*** Begin section ***

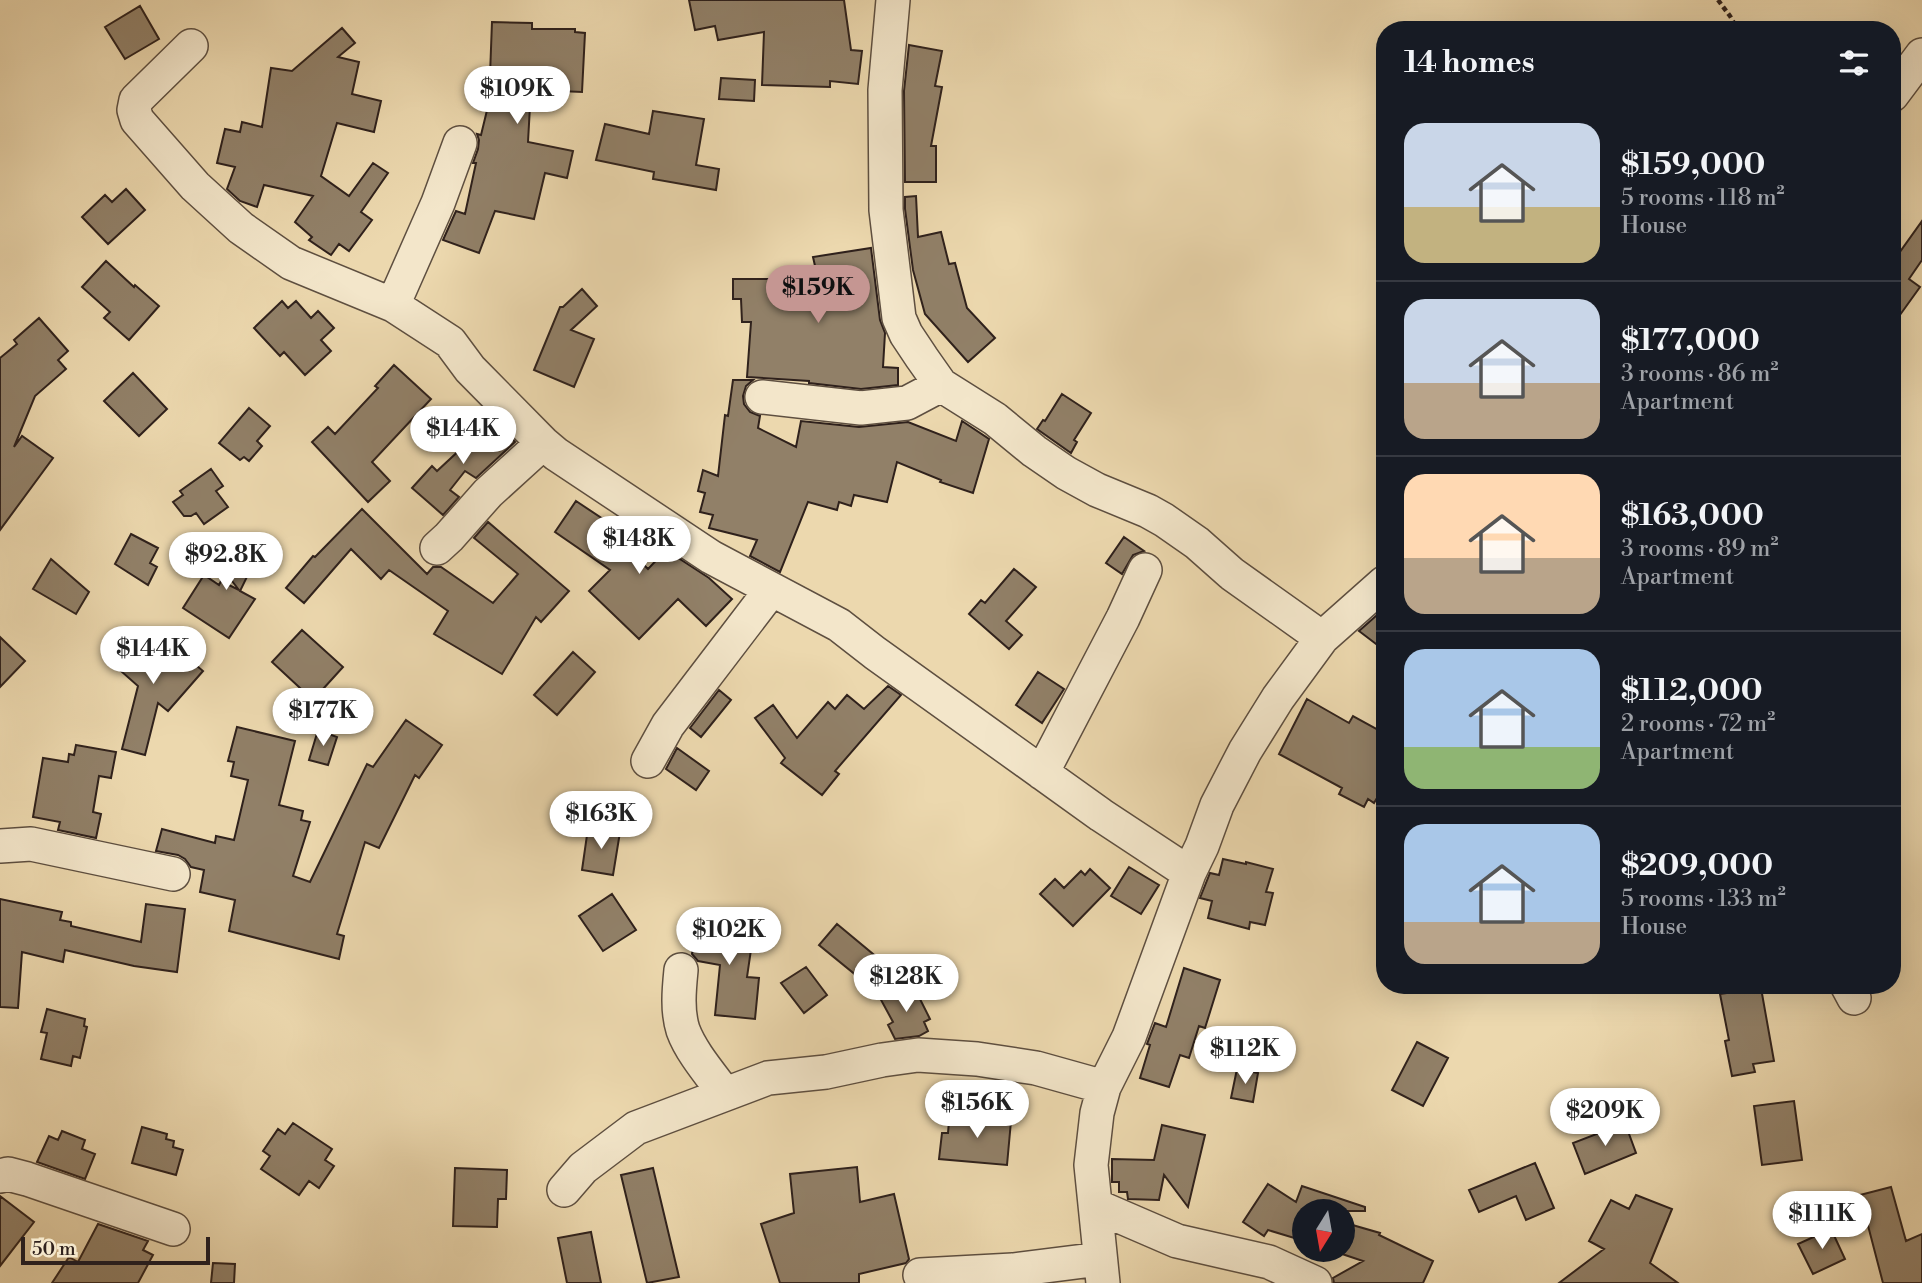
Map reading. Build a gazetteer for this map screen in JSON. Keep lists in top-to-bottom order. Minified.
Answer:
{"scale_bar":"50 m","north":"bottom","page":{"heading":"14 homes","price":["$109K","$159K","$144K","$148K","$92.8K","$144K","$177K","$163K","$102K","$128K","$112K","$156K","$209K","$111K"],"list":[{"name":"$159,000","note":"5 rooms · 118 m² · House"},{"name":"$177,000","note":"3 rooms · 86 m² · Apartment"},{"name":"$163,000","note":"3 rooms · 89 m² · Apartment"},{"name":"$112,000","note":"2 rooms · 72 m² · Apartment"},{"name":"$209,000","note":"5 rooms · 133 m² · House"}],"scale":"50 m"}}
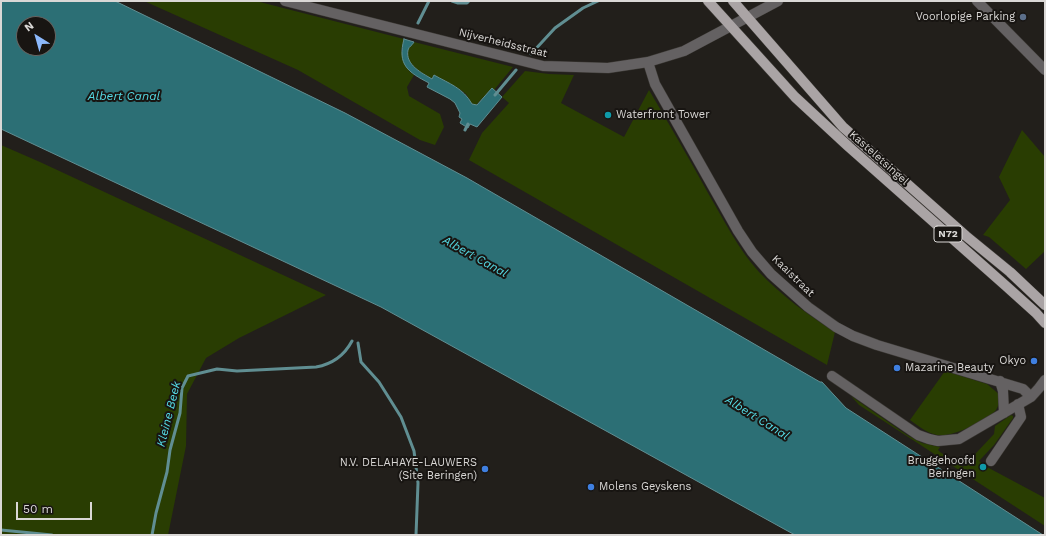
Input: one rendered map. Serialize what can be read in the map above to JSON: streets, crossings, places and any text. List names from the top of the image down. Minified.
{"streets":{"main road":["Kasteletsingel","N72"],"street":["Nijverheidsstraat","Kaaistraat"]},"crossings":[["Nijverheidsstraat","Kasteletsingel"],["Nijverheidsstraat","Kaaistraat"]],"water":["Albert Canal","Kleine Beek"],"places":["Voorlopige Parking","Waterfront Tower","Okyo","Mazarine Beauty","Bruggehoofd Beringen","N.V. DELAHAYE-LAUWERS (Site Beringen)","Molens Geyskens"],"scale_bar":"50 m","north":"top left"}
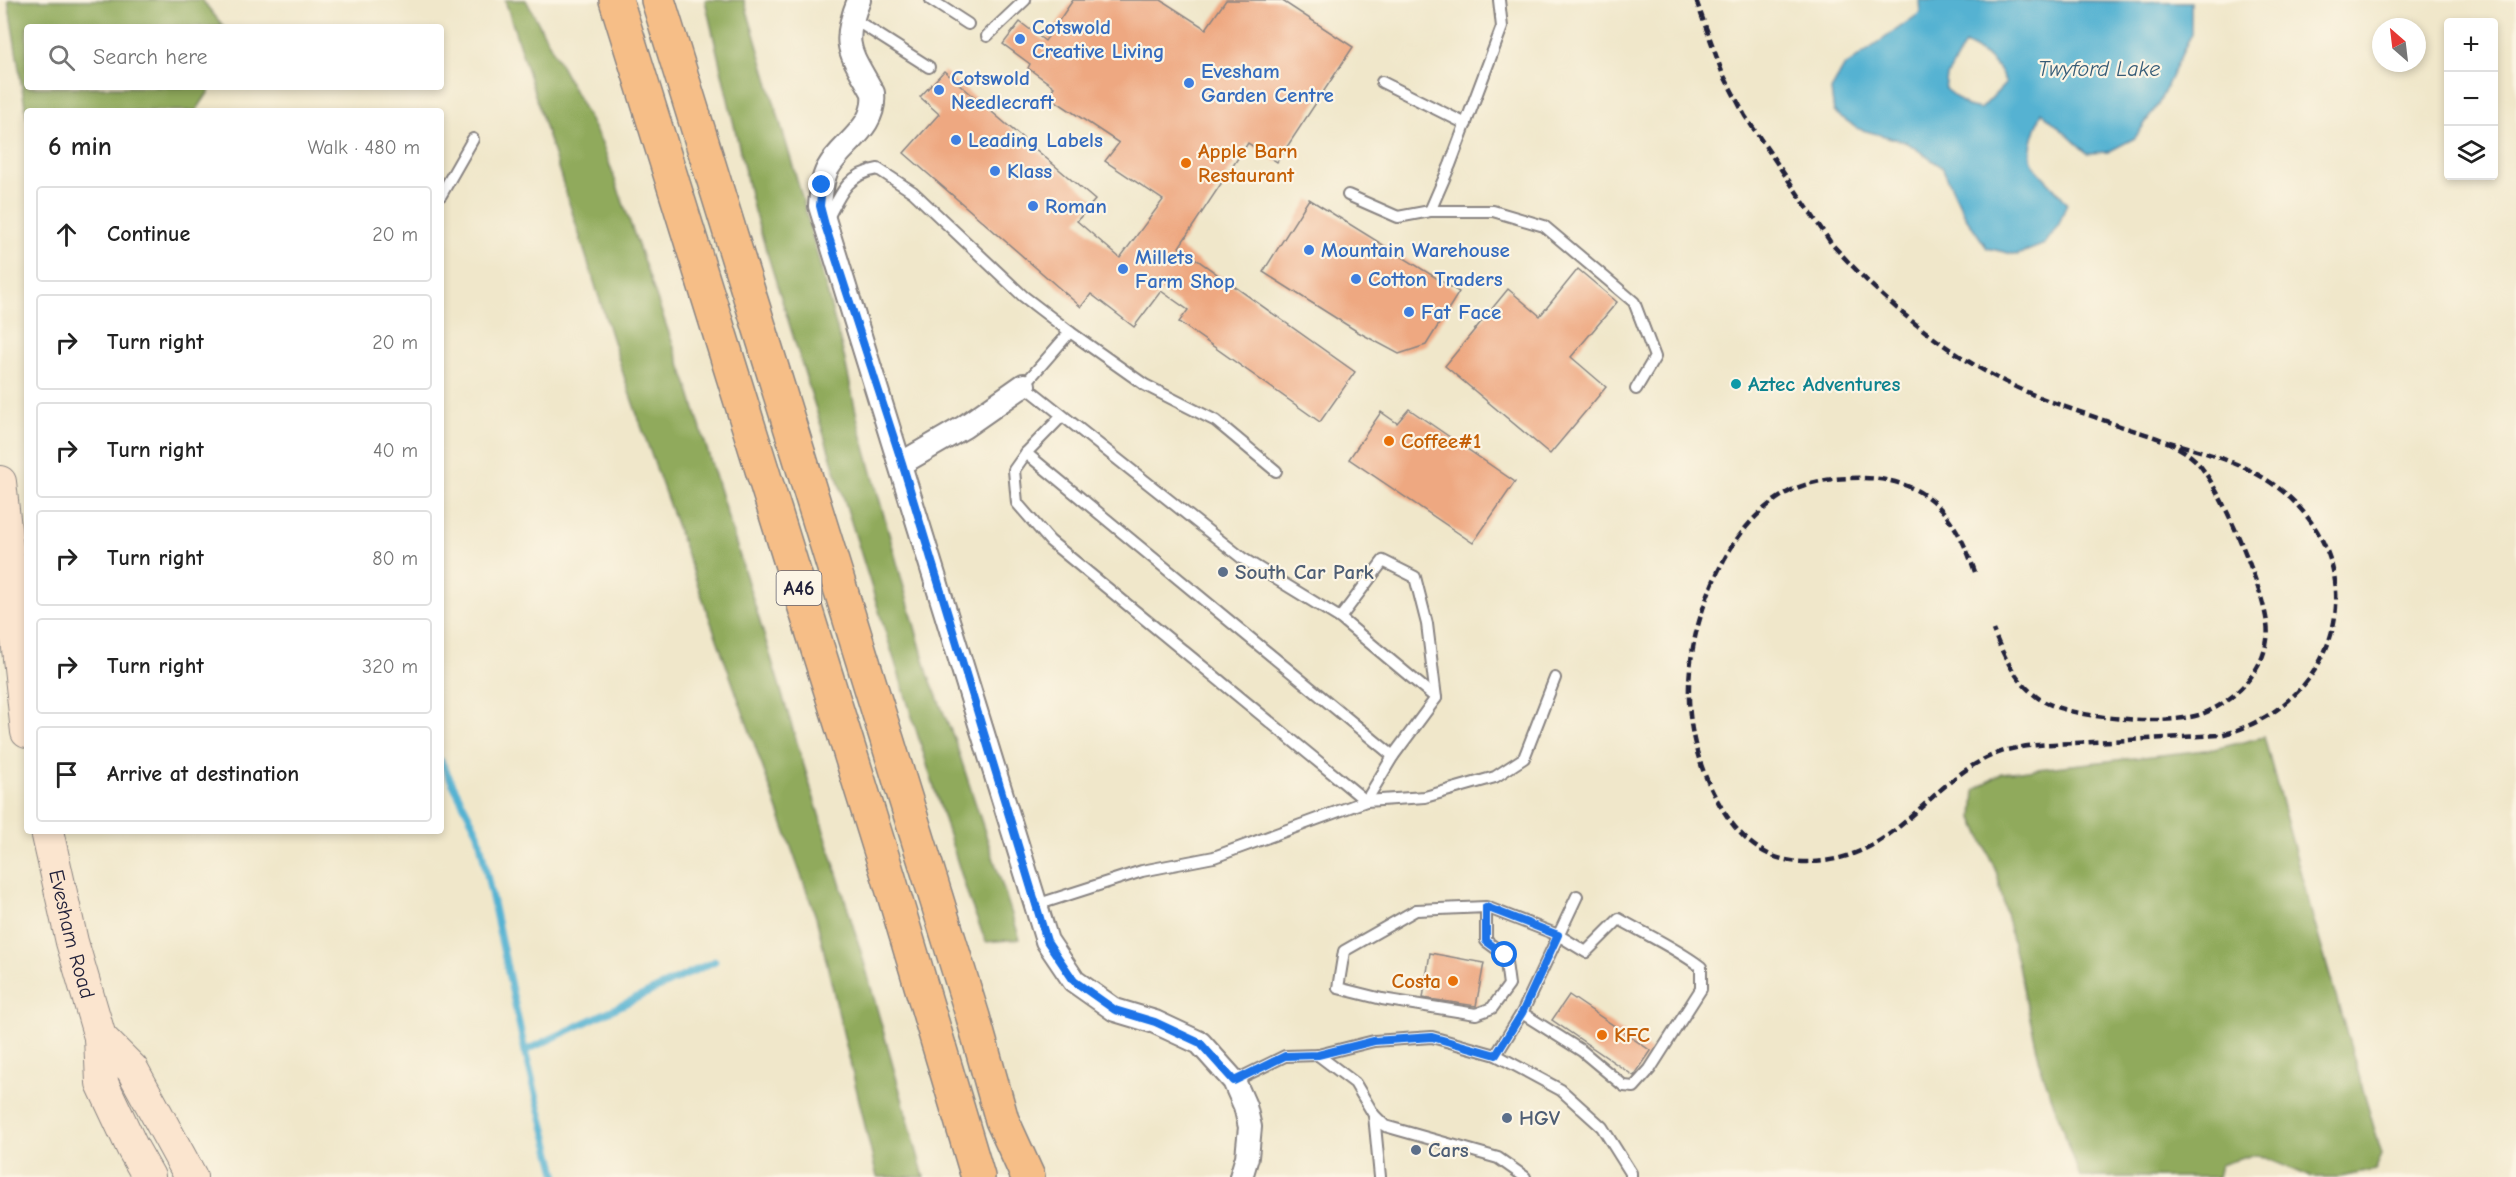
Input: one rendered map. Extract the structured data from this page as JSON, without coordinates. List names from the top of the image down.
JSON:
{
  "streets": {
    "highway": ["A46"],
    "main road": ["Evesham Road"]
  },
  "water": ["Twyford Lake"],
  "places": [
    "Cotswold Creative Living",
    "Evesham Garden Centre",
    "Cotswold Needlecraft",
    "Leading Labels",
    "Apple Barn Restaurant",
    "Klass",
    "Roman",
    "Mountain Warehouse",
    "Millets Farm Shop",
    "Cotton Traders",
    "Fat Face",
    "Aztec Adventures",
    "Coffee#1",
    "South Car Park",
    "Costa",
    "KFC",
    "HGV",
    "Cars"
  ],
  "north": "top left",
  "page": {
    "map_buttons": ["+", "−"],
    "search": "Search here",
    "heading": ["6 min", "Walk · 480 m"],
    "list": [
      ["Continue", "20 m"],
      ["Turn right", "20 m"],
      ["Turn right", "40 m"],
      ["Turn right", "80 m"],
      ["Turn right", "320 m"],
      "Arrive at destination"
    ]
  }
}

*** End section ***

#### Exercise aim:
Track down all lines above with the string "this" and copy them.

#### Exercise answer:
Map reading. Build a gazetteer for this map screen in JSON. Keep lists in top-to-bottom order. Minified.
Input: one rendered map. Extract the structured data from this page as JSON, without coordinates. List names from the top of the image down.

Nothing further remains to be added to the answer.